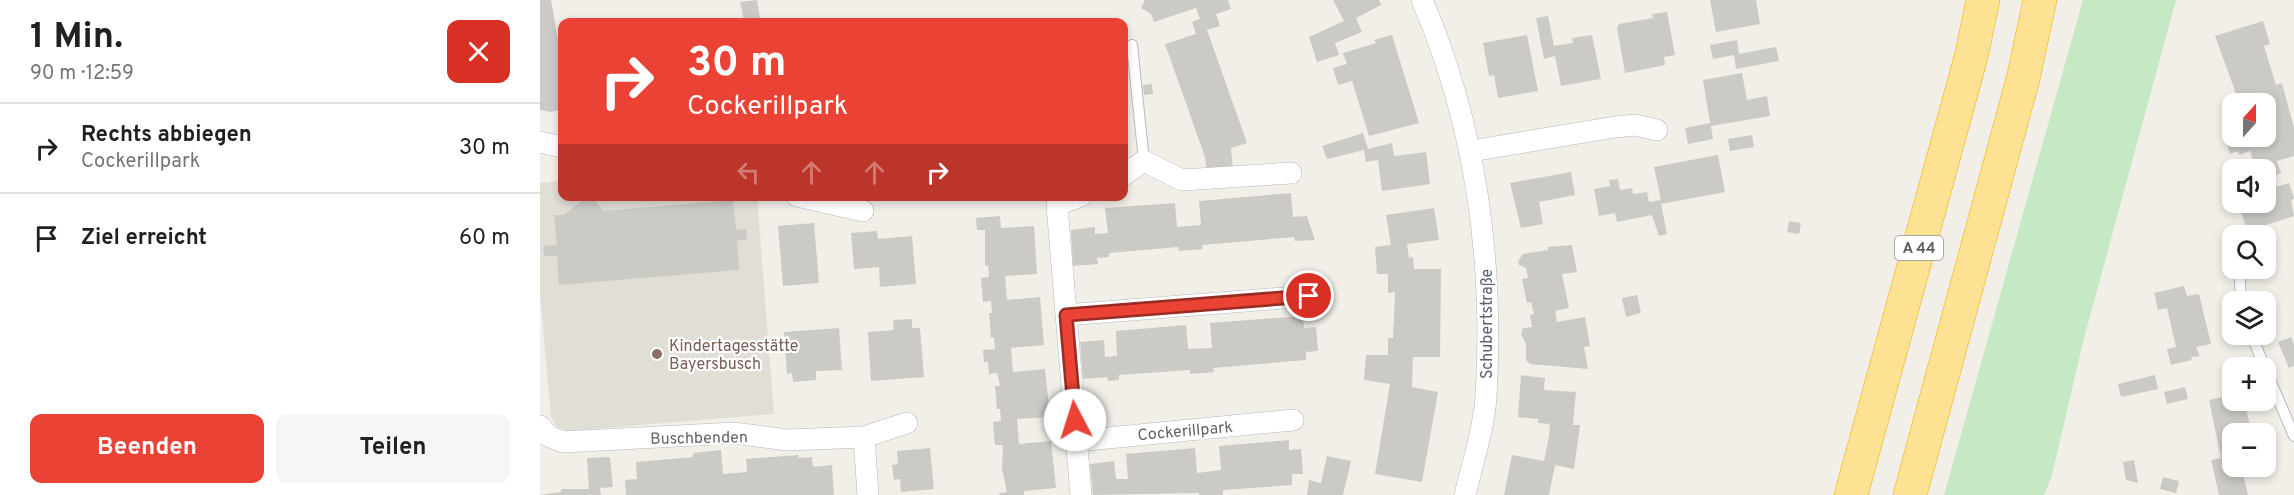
<!DOCTYPE html>
<html lang="de">
<head>
<meta charset="utf-8">
<style>
  :root { --surface:#fff; --page:#f6f6f6; --text:#202124; --muted:#757577; --line:#e0e0e0; --accent:#ea4335 }
  body { margin:0; font-family:Overpass,sans-serif; background:var(--page); color:var(--text); height:100vh; display:flex; flex-direction:column; font-size:22px; white-space:nowrap }
  * { box-sizing:border-box; margin:0 }
  p { font-size:20px; color:var(--muted) }
  .icon { flex:none; width:33px; height:33px; fill:none; stroke:currentColor; stroke-width:2; stroke-linecap:round; stroke-linejoin:round }
  .map { position:relative; flex:1; overflow:hidden }
  .drawer { display:flex; flex-direction:column; background:var(--surface); width:540px }
  .drawer>* { flex:none }
  .banner { position:absolute; left:18px; top:18px; width:570px; height:183px; border-radius:12px; box-shadow:0 3px 9px #0003; background:#ea4335; color:#fff; overflow:hidden }
  .needle { width:39px; rotate:21deg }
  .fabs { position:absolute; left:1682px; top:93px; display:grid; gap:12px }
  .fabs a { display:grid; place-items:center; width:54px; height:54px; border-radius:12px; background:var(--surface); box-shadow:0 3px 9px #0003; font-size:30px }
  .pin { position:absolute; display:grid; place-items:center; width:51px; height:51px; color:#fff; margin:-26px; border:3px solid #fff; border-radius:50%; box-shadow:0 2px 6px #0007 }
  .me { position:absolute; width:66px; margin:-33px; rotate:355deg; stroke-linejoin:round; filter:drop-shadow(0 0 4px #0008) }
  .turn { display:flex; align-items:center; gap:21px; height:126px; padding:0 30px; font-size:27px }
  .turn .icon { width:78px; height:78px; stroke-width:2.5 }
  .turn b { display:block; font-size:42px; line-height:51px }
  .lanes { display:flex; align-items:center; height:57px; padding:0 30px; background:#0003; justify-content:center; gap:30px; direction:ltr }
  .lanes .off { opacity:.35 }
  .round { display:grid; place-items:center; flex:none; width:63px; height:63px; border-radius:12px; background:var(--page) }
  .overview { display:flex; align-items:center; justify-content:space-between; height:102px; padding:0 30px }
  h1 { font-size:36px; font-weight:700; line-height:45px }
  .action { display:flex; gap:12px; margin-top:auto; padding:12px 30px }
  .action a { flex:1; height:69px; border-radius:12px; background:var(--accent); color:#fff; font-size:24px; font-weight:700; line-height:69px; text-align:center }
  .action a+a { background:var(--page); color:var(--text) }
  ul { padding:0; list-style:none }
  li { display:flex; align-items:center; gap:18px; height:90px; padding:0 30px; border-top:2px solid var(--line) }
  li div { flex:1 }
  li b { display:block; font-size:22px }
  li em { font-style:normal }
  main { display:flex; flex:1; min-height:0 }
  .map>svg:first-child { display:block }
</style>
</head>
<body>
<main>
<section class="drawer">
<div class="overview"><div><h1>1 Min.</h1><p>90 m · 12:59</p></div><a class="round" style="background:#d93025;color:#fff"><svg class="icon" aria-label="close" viewBox="0 0 24 24"><path d="M6 6l12 12M18 6L6 18"/></svg></a></div>
<ul>
<li><svg class="icon" aria-label="right" viewBox="0 0 24 24"><path d="M7 20v-9h11M14 6l5 5-5 5"/></svg><div><b>Rechts abbiegen</b><p>Cockerillpark</p></div><em>30 m</em></li>
<li><svg class="icon" aria-label="arrive" viewBox="0 0 24 24"><path d="M6 21V4h12l-3 4 3 4H6"/></svg><div><b>Ziel erreicht</b></div><em>60 m</em></li>
</ul>
<div class="action"><a>Beenden</a><a>Teilen</a></div>
</section>
<div class="map">
<svg width="1754" height="495" viewBox="0 0 1754 495">
  <rect width="100%" height="100%" fill="#f1efe8"/>
  <path fill="#e1ded6" d="M22 181V196L217 197 234 414 27 431 16 426 11 417 0 295V183Z"/>
  <path fill="#c5e8c5" d="M1543 0H1636L1543 342 1512 475 1504 495H1404Z"/>
  <g fill="#cccac5">
    <path d="M0 0H11L22 62V114H20L19 110 11 112 0 110Z"/>
    <path d="M217 0 220 18 204 21 200 2Z"/>
    <path d="M605 0H688L691 9 676 14 680 26 667 30 707 143 691 148 693 169 667 171 665 157 625 44 656 34 652 22 660 19 656 8 614 22 611 14 601 8Z"/>
    <path d="M793 0H839L841 5 816 18 822 32 795 43 799 55 777 62 769 37 804 21Z"/>
    <path d="M1170 0H1216L1220 24 1176 32Z"/>
    <path d="M1127 12 1135 55 1124 57 1125 65 1085 73 1077 28 1079 24 1113 18 1112 14Z"/>
    <path d="M1008 16 1014 46 1033 43 1032 38 1052 35 1061 79 1021 86 1015 56 1004 59 996 18Z"/>
    <path d="M1723 21 1730 44 1724 46 1736 85 1742 83 1754 128V156L1737 161 1741 173 1725 178V170H1707L1715 166 1710 151 1699 155 1698 151 1690 154 1685 138 1725 136V125L1730 124 1720 92 1698 99 1675 36Z"/>
    <path d="M852 35 879 123 829 136 812 81 798 85 793 68 807 64 803 53 836 43 834 40Z"/>
    <path d="M987 35 998 91 958 98 954 75 949 76 943 43Z"/>
    <path d="M1197 40 1199 54 1236 47 1239 61 1196 69 1194 55 1173 59 1170 45Z"/>
    <path d="M1202 73 1207 100 1227 96 1230 116 1171 126 1173 139 1148 144 1145 128 1170 123 1163 80Z"/>
    <path d="M612 84 613 94 604 95 603 85Z"/>
    <path d="M823 133 828 149 852 143 854 156 886 152 890 184 842 191 838 160 826 162 824 150 787 159 782 146Z"/>
    <path d="M1212 135 1214 147 1190 151 1188 139Z"/>
    <path d="M1178 155 1185 192 1121 204 1127 234 1119 236 1112 215 1077 222 1075 213 1059 216 1054 189 1070 186 1069 180 1078 179 1080 190 1092 188 1093 194 1107 192 1109 202 1121 200 1114 167Z"/>
    <path d="M1031 172 1035 195 999 202 1003 224 981 228 970 183Z"/>
    <path d="M1749 183 1754 198 1751 201 1754 216 1707 231 1698 202H1725V190Z"/>
    <path d="M1692 189V202L1689 203 1686 190Z"/>
    <path d="M751 193 753 217 767 216 775 240 755 241 754 237 662 245 663 249 639 251 638 247 569 253V257L557 258 558 264 533 266 531 230 555 227V234L568 233 565 208 635 203 637 227 661 225 659 201Z"/>
    <path d="M48 196H52L63 211 193 200 196 230 206 229 207 239 197 241 199 270 19 285 17 256H4L3 246 17 245 14 215H24Z"/>
    <path d="M894 208 899 240 867 244 869 258 873 257 874 269H901L900 357H873L872 387 898 392 882 482 835 474 850 384 824 380 826 355H848V338H853L855 292 848 293V274H837L835 247 851 245 846 215Z"/>
    <path d="M460 216 461 228 494 226 497 274 465 276 467 300 500 297 504 345 471 348 473 372 505 369 510 417 477 419 479 444 511 441 516 488 484 491V495H460L459 493 467 492 462 469 463 445H455L453 422 461 421 460 409H457L455 386H460L457 373 449 374 448 362H444L443 350 455 349 454 337 451 338 449 313H452L451 301 443 302 441 278 449 277 448 265 445 266V230H437L436 218Z"/>
    <path d="M1249 221 1261 223 1259 234 1247 232Z"/>
    <path d="M274 223 279 283 243 286 238 226Z"/>
    <path d="M337 231 338 239 372 236 376 284 340 287 339 267 314 269 311 233Z"/>
    <path d="M1032 245 1037 272 1022 274 1029 308 1015 311 1017 322 1045 317 1050 346 1044 347 1048 369 990 364 986 360V344L981 334 983 328 992 327 990 315 994 314 991 302 987 303 982 279 988 278 986 268 979 265 978 261 983 254 1008 250V247Z"/>
    <path d="M1644 286 1647 296 1659 294 1671 344 1656 347 1660 356 1651 357 1652 360 1631 365 1627 349 1636 347 1627 308 1618 310 1614 293Z"/>
    <path d="M1097 295 1101 313 1086 317 1082 298Z"/>
    <path d="M763 316 764 328 776 327 778 351 766 352V360L673 368 674 372 650 374V370L579 375V380L568 381 567 377 543 379 540 342 564 340 565 357 577 356 576 331 646 325 648 349 672 348 670 323Z"/>
    <path d="M372 319V328H380L384 377 331 381 328 332 354 330 353 320Z"/>
    <path d="M299 328 302 370 276 371V380L253 382 252 373 247 374 244 332Z"/>
    <path d="M1751 337 1754 344V366L1749 368 1738 342Z"/>
    <path d="M981 375 1005 378 1004 390 1036 392 1033 425H1040L1034 469 1015 465 1009 495H964L972 455 1004 461 1009 436 1010 424 998 423V419L978 417Z"/>
    <path d="M1615 375 1618 389 1581 397 1578 384Z"/>
    <path d="M1645 387 1648 399 1627 404 1624 392Z"/>
    <path d="M1692 395V400H1704L1712 434H1692V466H1713L1702 470 1708 495H1679L1671 460 1681 458 1669 400Z"/>
    <path d="M749 440V450L761 449 763 474H752V485L683 490V495H659V493L553 495 550 464 574 461 576 479H588L586 454 655 448 657 473 681 470 679 446Z"/>
    <path d="M390 448 394 489 361 492 360 479 354 480 352 465 358 464 357 451Z"/>
    <path d="M181 450 183 474 207 472 206 459 258 455 259 458 272 457 273 467 292 465 294 495H86L85 480 97 479 96 462 153 457V453Z"/>
    <path d="M787 456 811 461 803 495H767L769 480 781 483Z"/>
    <path d="M70 457 73 487 60 488 61 495H0L21 492V489H49L47 458Z"/>
    <path d="M1594 460 1598 483 1586 480 1583 462Z"/>
    <path d="M1623 477 1639 481 1636 493 1620 489Z"/>
  </g>
  <g fill="none" stroke-linecap="round" stroke-linejoin="round">
    <g stroke="#b5b8bc" stroke-width="12">
      <g id="service">
        <path d="M592 45 604 161"/>
        <path d="M1700 280 1701 302"/>
        <path d="M1711 334 1725 368"/>
        <path d="M1725 368 1754 436"/>
      </g>
    </g>
    <g stroke="#b5b8bc" stroke-width="22">
      <g id="minor">
        <path d="M882 0C936 125 954 262 946 397 944 429 932 464 925 495"/>
        <path d="M0 142 22 147"/>
        <path d="M931 151 1075 127 1095 125 1117 130"/>
        <path d="M584 175 604 161 642 180 751 173"/>
        <path d="M257 196 323 211"/>
        <path d="M526 315 769 296"/>
        <path d="M0 426 8 436 23 442 194 433 247 440 324 437 367 423"/>
        <path d="M324 437 328 495"/>
        <path d="M537 441 753 420"/>
        <path d="M541 495 517 205 541 196"/>
      </g>
    </g>
    <g stroke="#f9ab00" stroke-width="34">
      <g id="motorway">
        <path d="M1311 495 1431 57 1443 0"/>
        <path d="M1370 495 1483 79 1500 0"/>
      </g>
    </g>
    <use href="#service" stroke="#fff" stroke-width="10"/>
    <use href="#minor" stroke="#fff" stroke-width="21"/>
    <use href="#motorway" stroke="#fde293" stroke-width="33"/>
  </g>
  <g fill="none" stroke-linecap="round" stroke-linejoin="round">
    <g stroke="#982c22" stroke-width="15">
      <path id="route" d="M535 420 526 315 769 296"/>
    </g>
    <use href="#route" stroke="#ea4335" stroke-width="10"/>
  </g>
  <circle fill="#8d6e63" stroke="#fff" stroke-width="2" cx="117" cy="354" r="6"/>
  <g text-anchor="middle" stroke-width="4.5" stroke-linejoin="round" paint-order="stroke">
    <rect fill="#fff" stroke="#8f9295" stroke-width="1.5" x="1355" y="236" width="48" height="24" rx="4.5"/>
    <g font-size="15" font-weight="bold" fill="#5f6368">
      <text x="1379" y="253">A 44</text>
    </g>
    <g font-size="16" fill="#5f6368" stroke="#fff">
      <text transform="translate(946 324) rotate(-90)" y="6">Schubertstraße</text>
      <text transform="translate(645 430) rotate(-5)" y="6">Cockerillpark</text>
      <text transform="translate(159 437) rotate(-1)" y="6">Buschbenden</text>
    </g>
    <g font-size="16" fill="#785e54" stroke="#fff" text-anchor="start">
      <text x="129" y="351">Kindertagesstätte<tspan x="129" dy="18">Bayersbusch</tspan></text>
    </g>
  </g>
</svg>
<div class="fabs">
<a><svg class="needle" viewBox="-14 -14 28 28"><path d="M0-13l5 13h-10z" fill="#e53935"/><path d="M0 13l5-13h-10z" fill="#757577"/></svg></a>
<a><svg class="icon" aria-label="sound" viewBox="0 0 24 24"><path d="M4 9h4l5-4v14l-5-4H4zM17 9q2 3 0 6"/></svg></a>
<a><svg class="icon" aria-label="search" viewBox="0 0 24 24"><circle cx="10" cy="10" r="6"/><path d="M15 15l6 6"/></svg></a>
<a><svg class="icon" aria-label="layers" viewBox="0 0 24 24"><path d="M12 4l9 5-9 5-9-5zM3 14l9 5 9-5"/></svg></a>
<a>+</a>
<a>−</a>
</div>
<div class="pin" style="left:769px;top:296px;background:#d93025"><svg class="icon" aria-label="arrive" viewBox="0 0 24 24"><path d="M6 21V4h12l-3 4 3 4H6"/></svg></div>
<svg class="me" style="left:535px;top:420px" viewBox="-20 -20 40 40"><circle r="19" fill="#fff"/><path d="M0-13L10 11 0 6-10 11z" fill="#ea4335"/></svg>
<div class="banner">
<div class="turn"><svg class="icon" aria-label="right" viewBox="0 0 24 24"><path d="M7 20v-9h11M14 6l5 5-5 5"/></svg><div><b>30 m</b>Cockerillpark</div></div>
<div class="lanes"><svg class="icon off" aria-label="left" viewBox="0 0 24 24"><path d="M17 20v-9H6M10 6l-5 5 5 5"/></svg><svg class="icon off" aria-label="ahead" viewBox="0 0 24 24"><path d="M12 20V5M6 11l6-6 6 6"/></svg><svg class="icon off" aria-label="ahead" viewBox="0 0 24 24"><path d="M12 20V5M6 11l6-6 6 6"/></svg><svg class="icon" aria-label="right" viewBox="0 0 24 24"><path d="M7 20v-9h11M14 6l5 5-5 5"/></svg></div>
</div>
</div>
</main>
</body>
</html>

WHAT YOU NEED TO DO>
Wherever the string "Cockerillpark" appears in the data above, report the whole line.

SOLUTION FOR THIS EXERCISE>
<li><svg class="icon" aria-label="right" viewBox="0 0 24 24"><path d="M7 20v-9h11M14 6l5 5-5 5"/></svg><div><b>Rechts abbiegen</b><p>Cockerillpark</p></div><em>30 m</em></li>
      <text transform="translate(645 430) rotate(-5)" y="6">Cockerillpark</text>
<div class="turn"><svg class="icon" aria-label="right" viewBox="0 0 24 24"><path d="M7 20v-9h11M14 6l5 5-5 5"/></svg><div><b>30 m</b>Cockerillpark</div></div>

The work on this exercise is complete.